Around six million people are currently being supplied with food every month through international agencies and the Pakistani government. Even then, a senior Red Cross official warns this leaves hundreds of thousands, if not millions, without any aid at all. Pascal Cuttat, head of the Pakistan delegation for the International Committee of the Red Cross (ICRC) points to the huge geographic scale of the disaster, which makes it impossible for agencies and response teams to reach all the people in need.
The UN estimates there are 7 million Pakistanis requiring emergency shelter and up to 10 million who need food supplies. And these figures are only ‘best estimates’, since it is impossible to visit all the remote areas hit by the floods and count the people affected. Even though the huge operation run by the Pakistani military and humanitarian organisations has been “quite good”, Mr Cuttat warns there are still many who have received “absolutely nothing”.

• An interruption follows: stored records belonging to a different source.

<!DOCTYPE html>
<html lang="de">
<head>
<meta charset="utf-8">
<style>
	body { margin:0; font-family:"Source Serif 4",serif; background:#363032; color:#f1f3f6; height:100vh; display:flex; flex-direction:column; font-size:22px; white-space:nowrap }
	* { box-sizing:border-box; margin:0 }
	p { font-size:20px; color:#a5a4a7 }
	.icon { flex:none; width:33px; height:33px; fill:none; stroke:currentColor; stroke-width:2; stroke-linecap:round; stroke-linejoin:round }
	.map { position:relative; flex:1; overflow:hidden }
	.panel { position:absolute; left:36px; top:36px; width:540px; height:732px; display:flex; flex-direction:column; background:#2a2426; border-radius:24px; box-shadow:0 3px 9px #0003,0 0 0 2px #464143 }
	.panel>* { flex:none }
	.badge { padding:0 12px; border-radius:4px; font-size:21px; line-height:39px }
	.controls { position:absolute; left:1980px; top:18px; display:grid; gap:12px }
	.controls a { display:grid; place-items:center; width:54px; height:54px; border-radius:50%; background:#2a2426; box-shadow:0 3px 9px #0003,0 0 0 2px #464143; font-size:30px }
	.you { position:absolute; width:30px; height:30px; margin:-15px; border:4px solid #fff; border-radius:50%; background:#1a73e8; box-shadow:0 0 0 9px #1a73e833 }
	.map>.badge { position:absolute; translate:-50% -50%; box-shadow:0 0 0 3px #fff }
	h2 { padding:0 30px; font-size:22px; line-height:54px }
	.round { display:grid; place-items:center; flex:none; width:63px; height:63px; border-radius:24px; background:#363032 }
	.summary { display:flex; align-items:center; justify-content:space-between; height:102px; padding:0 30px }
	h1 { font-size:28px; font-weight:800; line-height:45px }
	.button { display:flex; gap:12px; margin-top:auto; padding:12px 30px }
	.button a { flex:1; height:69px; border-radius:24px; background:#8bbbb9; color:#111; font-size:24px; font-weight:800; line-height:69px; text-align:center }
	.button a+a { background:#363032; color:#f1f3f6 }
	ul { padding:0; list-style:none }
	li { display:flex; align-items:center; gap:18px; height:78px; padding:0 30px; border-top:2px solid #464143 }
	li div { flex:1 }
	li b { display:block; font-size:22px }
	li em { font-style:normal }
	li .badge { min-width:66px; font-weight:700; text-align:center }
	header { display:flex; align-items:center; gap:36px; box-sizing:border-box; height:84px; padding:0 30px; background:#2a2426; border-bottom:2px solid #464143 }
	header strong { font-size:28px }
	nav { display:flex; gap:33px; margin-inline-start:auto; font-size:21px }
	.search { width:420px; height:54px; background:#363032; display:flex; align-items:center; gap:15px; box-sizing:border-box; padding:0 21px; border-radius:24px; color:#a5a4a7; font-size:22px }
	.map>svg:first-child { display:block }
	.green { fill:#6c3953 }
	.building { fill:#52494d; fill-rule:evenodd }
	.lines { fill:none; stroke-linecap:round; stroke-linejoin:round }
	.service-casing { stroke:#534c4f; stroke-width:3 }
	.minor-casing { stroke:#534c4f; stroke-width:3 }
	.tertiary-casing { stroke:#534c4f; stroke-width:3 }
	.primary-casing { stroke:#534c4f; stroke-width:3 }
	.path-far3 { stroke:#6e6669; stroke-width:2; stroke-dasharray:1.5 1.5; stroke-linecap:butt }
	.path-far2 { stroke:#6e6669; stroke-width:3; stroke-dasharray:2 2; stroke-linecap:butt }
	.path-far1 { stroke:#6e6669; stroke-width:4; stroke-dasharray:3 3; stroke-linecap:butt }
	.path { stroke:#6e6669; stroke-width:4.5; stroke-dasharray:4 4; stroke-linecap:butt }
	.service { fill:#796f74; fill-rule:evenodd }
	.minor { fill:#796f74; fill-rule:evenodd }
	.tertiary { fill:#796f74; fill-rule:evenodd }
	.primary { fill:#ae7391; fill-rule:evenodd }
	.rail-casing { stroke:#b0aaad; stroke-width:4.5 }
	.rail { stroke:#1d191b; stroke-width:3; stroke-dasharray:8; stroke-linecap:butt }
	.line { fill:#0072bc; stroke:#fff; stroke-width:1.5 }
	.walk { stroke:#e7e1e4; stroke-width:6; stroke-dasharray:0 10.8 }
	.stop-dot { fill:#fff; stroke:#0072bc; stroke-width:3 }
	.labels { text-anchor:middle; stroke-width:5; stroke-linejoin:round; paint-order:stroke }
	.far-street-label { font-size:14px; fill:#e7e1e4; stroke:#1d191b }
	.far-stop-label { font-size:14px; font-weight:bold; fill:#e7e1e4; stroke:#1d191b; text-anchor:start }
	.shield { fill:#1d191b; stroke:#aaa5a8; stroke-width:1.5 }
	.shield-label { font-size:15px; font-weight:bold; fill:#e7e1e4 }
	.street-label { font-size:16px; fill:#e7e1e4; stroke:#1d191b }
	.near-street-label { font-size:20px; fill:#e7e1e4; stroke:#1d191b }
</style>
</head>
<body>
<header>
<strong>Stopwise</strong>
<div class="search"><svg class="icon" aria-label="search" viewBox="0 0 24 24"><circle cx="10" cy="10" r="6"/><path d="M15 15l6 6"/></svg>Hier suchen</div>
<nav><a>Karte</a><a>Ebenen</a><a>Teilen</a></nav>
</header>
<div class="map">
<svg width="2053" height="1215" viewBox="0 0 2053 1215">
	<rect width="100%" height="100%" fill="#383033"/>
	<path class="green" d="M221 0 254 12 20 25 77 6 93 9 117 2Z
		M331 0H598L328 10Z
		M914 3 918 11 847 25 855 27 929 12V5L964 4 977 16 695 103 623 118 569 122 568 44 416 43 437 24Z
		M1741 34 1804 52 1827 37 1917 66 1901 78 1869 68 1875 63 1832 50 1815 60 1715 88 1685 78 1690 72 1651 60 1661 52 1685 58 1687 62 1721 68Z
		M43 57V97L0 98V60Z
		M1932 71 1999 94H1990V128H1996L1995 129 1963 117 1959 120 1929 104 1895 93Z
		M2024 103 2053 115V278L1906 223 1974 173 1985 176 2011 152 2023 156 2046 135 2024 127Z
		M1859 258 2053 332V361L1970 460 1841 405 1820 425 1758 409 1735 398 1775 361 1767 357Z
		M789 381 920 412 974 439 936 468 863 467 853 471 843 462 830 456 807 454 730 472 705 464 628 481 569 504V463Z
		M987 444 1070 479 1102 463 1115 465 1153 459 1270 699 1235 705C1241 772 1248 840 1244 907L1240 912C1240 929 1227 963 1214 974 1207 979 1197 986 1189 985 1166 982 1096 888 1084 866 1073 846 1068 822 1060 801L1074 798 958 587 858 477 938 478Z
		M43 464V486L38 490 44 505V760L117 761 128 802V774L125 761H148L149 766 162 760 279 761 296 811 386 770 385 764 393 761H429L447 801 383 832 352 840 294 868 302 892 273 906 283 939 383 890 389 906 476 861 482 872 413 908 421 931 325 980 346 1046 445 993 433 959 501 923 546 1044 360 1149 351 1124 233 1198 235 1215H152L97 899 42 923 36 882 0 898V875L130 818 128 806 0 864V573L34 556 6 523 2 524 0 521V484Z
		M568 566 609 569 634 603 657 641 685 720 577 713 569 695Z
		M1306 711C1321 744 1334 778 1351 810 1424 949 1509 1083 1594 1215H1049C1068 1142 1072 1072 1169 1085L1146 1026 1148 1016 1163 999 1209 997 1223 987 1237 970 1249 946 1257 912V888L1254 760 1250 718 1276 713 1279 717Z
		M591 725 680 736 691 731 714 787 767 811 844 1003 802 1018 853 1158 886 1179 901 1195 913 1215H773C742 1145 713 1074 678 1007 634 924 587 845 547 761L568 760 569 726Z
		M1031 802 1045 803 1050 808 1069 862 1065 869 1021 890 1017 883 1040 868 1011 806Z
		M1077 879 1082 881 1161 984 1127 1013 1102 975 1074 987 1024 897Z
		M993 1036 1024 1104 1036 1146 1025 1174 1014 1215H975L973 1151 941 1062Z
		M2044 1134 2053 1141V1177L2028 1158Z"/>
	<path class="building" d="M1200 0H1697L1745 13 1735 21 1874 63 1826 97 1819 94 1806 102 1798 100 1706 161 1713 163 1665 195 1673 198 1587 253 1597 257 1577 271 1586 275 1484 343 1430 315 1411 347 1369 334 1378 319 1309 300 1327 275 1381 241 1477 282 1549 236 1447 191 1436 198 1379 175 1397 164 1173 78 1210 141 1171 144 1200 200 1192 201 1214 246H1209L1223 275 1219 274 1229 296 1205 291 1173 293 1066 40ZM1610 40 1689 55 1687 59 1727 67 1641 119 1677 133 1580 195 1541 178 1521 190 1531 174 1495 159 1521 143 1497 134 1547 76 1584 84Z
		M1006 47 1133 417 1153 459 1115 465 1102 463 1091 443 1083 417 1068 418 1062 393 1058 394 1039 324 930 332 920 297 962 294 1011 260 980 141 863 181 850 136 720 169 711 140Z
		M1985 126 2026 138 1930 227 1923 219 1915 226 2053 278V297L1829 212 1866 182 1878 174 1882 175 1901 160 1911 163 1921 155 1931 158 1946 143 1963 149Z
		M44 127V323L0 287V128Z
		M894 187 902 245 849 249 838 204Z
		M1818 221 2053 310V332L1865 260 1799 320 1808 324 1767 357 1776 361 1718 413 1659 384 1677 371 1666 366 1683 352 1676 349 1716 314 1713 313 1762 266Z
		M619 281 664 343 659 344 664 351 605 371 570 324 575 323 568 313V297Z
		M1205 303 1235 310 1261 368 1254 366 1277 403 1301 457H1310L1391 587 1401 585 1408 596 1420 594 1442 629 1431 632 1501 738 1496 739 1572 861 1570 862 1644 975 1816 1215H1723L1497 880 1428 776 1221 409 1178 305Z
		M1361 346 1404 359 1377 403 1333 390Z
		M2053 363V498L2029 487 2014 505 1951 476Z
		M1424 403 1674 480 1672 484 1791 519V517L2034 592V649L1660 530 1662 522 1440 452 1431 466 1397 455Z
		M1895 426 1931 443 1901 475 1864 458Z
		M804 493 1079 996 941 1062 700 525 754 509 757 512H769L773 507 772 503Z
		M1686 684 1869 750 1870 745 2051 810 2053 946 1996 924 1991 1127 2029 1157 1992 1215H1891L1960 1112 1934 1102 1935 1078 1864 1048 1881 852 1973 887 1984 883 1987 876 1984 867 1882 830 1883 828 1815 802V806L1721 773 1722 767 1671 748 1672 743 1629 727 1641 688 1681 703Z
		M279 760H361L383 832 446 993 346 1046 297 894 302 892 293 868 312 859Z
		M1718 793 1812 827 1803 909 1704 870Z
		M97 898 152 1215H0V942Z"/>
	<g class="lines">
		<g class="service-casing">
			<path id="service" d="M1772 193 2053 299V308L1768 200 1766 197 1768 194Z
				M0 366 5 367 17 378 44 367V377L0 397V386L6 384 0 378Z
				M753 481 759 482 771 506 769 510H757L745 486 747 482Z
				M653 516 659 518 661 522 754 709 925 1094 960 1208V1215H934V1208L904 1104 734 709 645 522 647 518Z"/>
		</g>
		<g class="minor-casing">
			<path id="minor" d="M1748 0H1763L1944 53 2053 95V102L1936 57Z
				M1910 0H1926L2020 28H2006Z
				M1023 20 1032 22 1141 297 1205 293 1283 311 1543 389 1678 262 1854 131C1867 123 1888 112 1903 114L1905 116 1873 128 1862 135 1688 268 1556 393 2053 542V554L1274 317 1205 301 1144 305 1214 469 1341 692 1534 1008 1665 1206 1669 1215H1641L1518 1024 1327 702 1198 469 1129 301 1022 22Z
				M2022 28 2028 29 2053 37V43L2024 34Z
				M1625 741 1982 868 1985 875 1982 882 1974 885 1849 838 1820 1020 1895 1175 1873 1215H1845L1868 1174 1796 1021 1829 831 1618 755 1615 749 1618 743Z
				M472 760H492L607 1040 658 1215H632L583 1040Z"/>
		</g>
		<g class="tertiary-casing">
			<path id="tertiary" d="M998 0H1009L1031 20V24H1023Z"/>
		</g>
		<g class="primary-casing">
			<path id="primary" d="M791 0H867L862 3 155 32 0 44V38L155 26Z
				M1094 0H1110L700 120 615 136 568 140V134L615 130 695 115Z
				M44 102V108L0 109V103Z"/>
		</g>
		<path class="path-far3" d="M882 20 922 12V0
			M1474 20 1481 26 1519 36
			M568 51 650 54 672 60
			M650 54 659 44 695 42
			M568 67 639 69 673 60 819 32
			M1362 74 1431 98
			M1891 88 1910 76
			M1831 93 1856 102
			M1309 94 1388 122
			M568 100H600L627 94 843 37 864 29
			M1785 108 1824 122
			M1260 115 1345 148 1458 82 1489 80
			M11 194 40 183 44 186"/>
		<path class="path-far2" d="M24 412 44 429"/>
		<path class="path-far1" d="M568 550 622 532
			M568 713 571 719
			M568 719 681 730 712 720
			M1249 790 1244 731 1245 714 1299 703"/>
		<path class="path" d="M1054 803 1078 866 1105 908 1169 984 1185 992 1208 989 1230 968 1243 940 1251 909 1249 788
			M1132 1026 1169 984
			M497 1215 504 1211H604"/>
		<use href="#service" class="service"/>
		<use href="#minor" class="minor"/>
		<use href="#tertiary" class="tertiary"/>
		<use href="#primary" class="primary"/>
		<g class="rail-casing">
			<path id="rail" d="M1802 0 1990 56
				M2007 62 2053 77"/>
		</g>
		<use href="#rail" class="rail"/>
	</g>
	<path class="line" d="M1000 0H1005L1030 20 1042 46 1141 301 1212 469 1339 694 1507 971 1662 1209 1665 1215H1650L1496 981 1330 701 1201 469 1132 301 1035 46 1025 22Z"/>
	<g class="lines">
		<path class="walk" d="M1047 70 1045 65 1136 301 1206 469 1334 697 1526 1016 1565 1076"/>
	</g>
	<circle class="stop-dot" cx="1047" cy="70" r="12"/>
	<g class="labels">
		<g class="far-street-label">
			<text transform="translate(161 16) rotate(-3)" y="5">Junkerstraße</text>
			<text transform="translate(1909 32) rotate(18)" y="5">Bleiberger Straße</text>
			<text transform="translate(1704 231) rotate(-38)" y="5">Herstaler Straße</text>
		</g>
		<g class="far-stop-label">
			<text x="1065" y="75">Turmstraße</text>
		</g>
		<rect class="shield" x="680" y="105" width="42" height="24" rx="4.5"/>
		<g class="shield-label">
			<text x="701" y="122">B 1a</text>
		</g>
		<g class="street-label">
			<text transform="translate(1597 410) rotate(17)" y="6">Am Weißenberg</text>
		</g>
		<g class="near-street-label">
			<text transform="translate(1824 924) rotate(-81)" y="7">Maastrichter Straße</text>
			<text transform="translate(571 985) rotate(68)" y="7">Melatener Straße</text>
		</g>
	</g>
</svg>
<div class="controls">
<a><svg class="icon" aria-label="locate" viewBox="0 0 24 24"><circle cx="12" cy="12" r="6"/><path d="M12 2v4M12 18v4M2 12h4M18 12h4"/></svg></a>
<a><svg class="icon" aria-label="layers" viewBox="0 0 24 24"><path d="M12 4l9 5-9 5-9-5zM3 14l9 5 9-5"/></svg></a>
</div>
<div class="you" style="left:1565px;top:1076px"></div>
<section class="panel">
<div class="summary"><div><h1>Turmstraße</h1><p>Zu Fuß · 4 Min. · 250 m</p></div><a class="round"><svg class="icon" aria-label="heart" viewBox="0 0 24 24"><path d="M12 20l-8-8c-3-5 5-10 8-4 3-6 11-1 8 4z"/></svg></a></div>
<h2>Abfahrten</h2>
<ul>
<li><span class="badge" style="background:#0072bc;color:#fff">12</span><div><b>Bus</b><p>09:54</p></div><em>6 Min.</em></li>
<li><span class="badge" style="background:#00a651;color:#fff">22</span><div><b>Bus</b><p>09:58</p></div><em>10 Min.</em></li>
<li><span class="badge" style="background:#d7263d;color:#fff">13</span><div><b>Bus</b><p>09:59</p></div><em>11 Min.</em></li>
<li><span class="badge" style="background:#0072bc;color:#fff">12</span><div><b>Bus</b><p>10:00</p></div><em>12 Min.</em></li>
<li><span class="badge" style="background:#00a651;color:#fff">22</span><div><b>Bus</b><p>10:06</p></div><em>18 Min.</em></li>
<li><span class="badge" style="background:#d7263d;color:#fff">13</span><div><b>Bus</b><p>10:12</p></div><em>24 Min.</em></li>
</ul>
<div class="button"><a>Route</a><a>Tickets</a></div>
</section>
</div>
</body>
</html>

This assessment is borne out by the BBC’s reporter Orla Guerin, who visited the southern province of Sindh this week, one of the poorest provinces of Pakistan. Stagnant water still covers huge swathes of low-lying land throughout the province and people living in cut-off villages are in desperate need of emergency food. The reporter spoke to one father of six, Liaqat Babar, who was waiting in a queue for UN handouts in the town of Daur. He has received nothing so far and says every day his children “are crying for food”. The UN’s single helicopter can only deliver 250-300 rations each trip and the queue contained three or four times that number of people. Liaqat received nothing that day.
Aid workers report that the number of malnutrition cases among children in Sindh is now “alarmingly high”. Orla Guerin found many of these young victims at the hospital in Sukkur. One grandmother was sitting with her six-month old grandson, Ali Nawaz, who was severely undernourished and suffering from pneumonia after sleeping outside. Another mother, who had lost her 18-month old daughter, summed up the situation in Sindh - “we are dying from hunger. Our only hope is in God.” Aid agencies are doing all they can to help the huge numbers of desperate people, but Pascal Cuttat of ICRC admits “the task is monumental”.